Heterogeneous treatment effects with EconML’s CausalForestDML
Nagoya University (GSID)
June 11, 2026
Act I
A district strikes a mine. Nighttime lights climb. But the district next door — same mineral, weaker institutions — barely flickers.
One average effect cannot describe both. The question is not “what is the effect of mining?” but for whom, and how much?
| Contrast | Naive | Truth | Bias |
|---|---|---|---|
| Mining vs none (1-0) | 0.109 | 0.250 | −0.141 |
| High vs low price (3-1) | 0.413 | 0.300 | +0.113 |
Mining districts differ systematically — worse geography, weaker institutions — so a raw difference-in-means confounds selection with effect.
\[\tau(\mathbf{x}) = E\{Y_i(1) - Y_i(0) \mid \mathbf{X}_i = \mathbf{x}\}\]
Where \(\tau(\cdot)\) bends with \(\mathbf{x}\), mining helps some districts more than others — that bend is the whole point.
Act II
Structure mirrors Hodler, Lechner & Raschky (2023); because we built the data, the identifying assumption holds by construction.
Treatment distribution. 2,550 control observations but only 150 per mining level — within-mining contrasts lean on just 300 rows.
\[Y_i = \tau(\mathbf{X}_i)\, T_i + g_0(\mathbf{X}_i, \mathbf{W}_i) + \varepsilon_i\]
\[T_i = m_0(\mathbf{X}_i, \mathbf{W}_i) + v_i\]
Subtract the predictable parts: \(\tilde Y_i = \tau(\mathbf{X}_i)\,\tilde T_i + \varepsilon_i\). The nuisance functions \(g_0, m_0\) exist only to be subtracted out.
\[\left.\frac{\partial}{\partial \eta} E[\psi(W; \tau, \eta)] \right|_{\eta = \eta_0} = 0\]
At the truth, the estimating equation is flat in the nuisances. A 10% error in \(\hat g_0\) enters \(\hat\tau\) at order \((0.10)^2 \approx 0.01\) — second order.

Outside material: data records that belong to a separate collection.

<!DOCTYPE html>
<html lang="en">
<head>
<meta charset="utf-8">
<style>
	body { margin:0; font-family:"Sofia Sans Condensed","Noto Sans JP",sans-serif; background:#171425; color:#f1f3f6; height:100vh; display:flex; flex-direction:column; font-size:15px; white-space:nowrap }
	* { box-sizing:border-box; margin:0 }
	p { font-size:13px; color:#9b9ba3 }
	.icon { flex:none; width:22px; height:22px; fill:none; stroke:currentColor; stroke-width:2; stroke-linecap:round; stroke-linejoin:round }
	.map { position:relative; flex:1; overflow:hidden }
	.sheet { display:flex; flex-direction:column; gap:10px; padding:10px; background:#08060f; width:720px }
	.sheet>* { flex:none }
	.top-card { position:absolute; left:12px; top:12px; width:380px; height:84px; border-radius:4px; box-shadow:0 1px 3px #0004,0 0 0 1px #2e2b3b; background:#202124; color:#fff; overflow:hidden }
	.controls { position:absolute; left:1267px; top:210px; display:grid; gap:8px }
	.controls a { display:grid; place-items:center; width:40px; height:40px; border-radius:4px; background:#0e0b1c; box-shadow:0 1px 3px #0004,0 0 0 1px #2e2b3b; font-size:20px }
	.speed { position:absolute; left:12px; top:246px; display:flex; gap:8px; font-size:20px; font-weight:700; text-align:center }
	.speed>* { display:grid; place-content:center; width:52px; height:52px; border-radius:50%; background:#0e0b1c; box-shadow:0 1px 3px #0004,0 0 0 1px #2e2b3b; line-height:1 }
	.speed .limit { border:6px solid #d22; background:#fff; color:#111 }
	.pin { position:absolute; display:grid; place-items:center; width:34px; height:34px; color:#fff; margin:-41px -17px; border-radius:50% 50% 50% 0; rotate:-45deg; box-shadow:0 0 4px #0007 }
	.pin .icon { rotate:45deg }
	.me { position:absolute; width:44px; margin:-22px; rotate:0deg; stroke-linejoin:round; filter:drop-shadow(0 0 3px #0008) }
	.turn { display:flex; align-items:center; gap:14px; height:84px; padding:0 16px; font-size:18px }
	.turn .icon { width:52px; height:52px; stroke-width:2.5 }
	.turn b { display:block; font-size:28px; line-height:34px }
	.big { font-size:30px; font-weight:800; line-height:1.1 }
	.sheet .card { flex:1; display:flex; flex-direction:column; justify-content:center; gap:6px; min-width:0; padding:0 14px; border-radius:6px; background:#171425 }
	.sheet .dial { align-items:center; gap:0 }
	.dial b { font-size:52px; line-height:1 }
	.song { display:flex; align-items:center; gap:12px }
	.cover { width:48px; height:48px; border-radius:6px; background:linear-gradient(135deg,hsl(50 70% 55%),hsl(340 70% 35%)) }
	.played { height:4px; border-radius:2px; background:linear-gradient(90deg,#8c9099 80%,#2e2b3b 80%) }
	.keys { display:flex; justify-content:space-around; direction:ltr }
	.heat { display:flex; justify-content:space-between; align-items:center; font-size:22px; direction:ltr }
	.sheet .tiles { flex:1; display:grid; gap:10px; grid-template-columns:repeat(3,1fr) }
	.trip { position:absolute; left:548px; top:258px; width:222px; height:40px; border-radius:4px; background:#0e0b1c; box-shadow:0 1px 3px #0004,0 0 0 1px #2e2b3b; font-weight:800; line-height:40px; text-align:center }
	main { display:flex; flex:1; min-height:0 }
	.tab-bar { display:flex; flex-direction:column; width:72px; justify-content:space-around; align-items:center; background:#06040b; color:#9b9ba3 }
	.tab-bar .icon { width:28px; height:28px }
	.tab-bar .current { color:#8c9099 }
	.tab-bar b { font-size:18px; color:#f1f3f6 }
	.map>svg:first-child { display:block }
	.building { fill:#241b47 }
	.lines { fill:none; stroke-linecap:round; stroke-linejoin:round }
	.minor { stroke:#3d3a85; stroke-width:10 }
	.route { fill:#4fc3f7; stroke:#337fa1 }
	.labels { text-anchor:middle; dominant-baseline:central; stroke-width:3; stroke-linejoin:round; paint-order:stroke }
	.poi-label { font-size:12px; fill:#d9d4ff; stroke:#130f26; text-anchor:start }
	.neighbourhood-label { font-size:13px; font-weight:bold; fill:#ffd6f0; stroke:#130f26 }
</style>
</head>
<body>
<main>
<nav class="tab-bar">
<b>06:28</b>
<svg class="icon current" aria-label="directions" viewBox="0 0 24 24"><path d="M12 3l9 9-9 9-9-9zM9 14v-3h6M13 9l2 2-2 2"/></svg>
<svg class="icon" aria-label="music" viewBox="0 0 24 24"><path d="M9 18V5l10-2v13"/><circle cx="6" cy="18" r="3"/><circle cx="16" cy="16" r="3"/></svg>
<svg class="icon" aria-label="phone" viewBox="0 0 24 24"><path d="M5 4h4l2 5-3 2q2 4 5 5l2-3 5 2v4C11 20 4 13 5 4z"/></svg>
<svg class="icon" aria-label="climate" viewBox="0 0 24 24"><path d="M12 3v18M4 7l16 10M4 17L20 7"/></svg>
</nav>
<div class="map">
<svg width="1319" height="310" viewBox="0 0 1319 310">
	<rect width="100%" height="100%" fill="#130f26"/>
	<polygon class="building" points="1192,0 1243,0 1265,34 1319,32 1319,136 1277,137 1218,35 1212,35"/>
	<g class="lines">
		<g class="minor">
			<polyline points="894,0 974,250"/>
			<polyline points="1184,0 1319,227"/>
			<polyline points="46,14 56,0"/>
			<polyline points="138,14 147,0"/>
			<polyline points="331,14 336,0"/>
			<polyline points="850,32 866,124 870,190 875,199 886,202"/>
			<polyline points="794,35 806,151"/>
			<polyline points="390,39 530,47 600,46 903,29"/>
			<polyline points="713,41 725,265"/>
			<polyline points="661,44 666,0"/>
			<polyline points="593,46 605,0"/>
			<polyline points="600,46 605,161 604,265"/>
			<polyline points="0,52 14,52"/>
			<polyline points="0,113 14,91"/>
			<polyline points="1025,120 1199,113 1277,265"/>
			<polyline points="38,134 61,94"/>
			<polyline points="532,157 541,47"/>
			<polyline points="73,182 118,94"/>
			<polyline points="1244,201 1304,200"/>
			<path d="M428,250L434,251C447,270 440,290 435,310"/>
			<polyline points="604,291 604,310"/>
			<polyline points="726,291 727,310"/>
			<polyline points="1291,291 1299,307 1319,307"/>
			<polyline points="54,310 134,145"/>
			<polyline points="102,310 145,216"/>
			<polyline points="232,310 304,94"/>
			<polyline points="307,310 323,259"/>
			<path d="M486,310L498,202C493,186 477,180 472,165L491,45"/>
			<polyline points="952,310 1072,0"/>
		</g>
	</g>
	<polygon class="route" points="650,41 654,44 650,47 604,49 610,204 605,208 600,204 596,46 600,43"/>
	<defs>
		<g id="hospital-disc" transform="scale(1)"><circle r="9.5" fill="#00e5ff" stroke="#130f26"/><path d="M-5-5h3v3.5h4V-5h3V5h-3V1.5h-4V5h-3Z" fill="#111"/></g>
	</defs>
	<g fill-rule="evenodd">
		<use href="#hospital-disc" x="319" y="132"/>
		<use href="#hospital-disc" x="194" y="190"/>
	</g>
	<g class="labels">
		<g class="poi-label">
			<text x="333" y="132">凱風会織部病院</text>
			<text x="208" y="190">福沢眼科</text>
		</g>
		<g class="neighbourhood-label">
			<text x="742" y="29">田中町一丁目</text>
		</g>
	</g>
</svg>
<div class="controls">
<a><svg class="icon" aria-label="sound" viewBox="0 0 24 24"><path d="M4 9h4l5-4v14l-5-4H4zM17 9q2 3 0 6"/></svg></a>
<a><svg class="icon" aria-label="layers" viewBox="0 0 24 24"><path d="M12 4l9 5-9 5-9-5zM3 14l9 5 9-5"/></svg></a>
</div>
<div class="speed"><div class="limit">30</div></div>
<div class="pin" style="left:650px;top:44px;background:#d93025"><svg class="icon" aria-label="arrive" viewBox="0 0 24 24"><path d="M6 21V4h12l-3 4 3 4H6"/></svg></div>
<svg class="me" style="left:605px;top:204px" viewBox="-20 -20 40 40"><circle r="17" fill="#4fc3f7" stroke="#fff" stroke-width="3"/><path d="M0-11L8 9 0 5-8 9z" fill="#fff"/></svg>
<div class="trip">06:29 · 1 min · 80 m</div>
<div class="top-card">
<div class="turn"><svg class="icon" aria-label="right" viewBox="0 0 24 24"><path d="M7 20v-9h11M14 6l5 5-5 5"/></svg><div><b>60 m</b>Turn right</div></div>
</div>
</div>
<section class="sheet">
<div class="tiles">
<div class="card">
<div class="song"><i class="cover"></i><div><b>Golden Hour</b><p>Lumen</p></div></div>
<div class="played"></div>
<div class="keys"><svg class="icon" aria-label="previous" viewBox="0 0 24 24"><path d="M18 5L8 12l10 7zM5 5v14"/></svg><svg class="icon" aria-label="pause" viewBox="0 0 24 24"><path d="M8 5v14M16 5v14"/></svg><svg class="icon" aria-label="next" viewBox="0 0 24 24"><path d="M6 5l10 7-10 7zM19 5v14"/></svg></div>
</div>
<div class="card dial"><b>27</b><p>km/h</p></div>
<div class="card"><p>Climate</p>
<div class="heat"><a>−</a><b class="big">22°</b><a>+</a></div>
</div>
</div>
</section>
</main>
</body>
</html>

est_ntl = CausalForestDML(
model_y=GradientBoostingRegressor(n_estimators=200, max_depth=4),
model_t=GradientBoostingClassifier(n_estimators=200, max_depth=4),
discrete_treatment=True, categories=[0, 1, 2, 3],
n_estimators=500, min_samples_leaf=10,
honest=True, # split-chooser ≠ leaf-estimator → valid CIs
inference=True, # Bootstrap-of-Little-Bags standard errors
cv=5, # 5-fold cross-fitting
)
est_ntl.fit(Y, T, X=X, W=W,
groups=df['district_id'].values) # GroupKFold: no district leakage\[\{Y_i(0), Y_i(1), Y_i(2), Y_i(3)\} \perp T_i \mid (\mathbf{X}_i, \mathbf{W}_i)\]
Conditional Independence: once we know a district’s geography, institutions, country, and year, mining status is as good as random. We built the data, so it holds here — in real data it is untestable.
Act III
0.240
mining-vs-none ATE (1-0), SE 0.070, 90% CI [0.124, 0.355] · true value 0.250
−0.141
bias in the naive 1-0 estimate (0.109 vs truth 0.250) · the forest erases almost all of it
| Contrast | ATE | SE | Sig.? |
|---|---|---|---|
| Medium vs low (2-1) | 0.029 | 0.101 | no |
| High vs low (3-1) | 0.220 | 0.101 | 5% |
| High vs medium (3-2) | 0.191 | 0.109 | 10% |
Flat from low to medium, then a jump at high prices — shape discovery with no functional form pre-specified.
GATEs for the mining effect (1-0) by executive constraints. The upward slope: stronger institutions amplify the economic benefit of mining.
GATEs for the price effect (3-1) by executive constraints. The flat line: institutions do not moderate price effects (range 0.045).
Quality of government tells the same story as executive constraints — robust to the institutional measure.
Feature importance for heterogeneity. Geographic variables dominate split frequency, yet institutions are the true moderators.
Depth-2 CATE interpreter for the mining effect. Each leaf reports the mean estimated CATE for the subgroup defined by the splits above it.
Objection. A machine that picks controls cannot manufacture causal identification.
Response. Exactly right. \(\tau(\mathbf{x})\) is identified only under the Conditional Independence Assumption — the forest earns honest intervals, but it cannot rule out an unobserved confounder.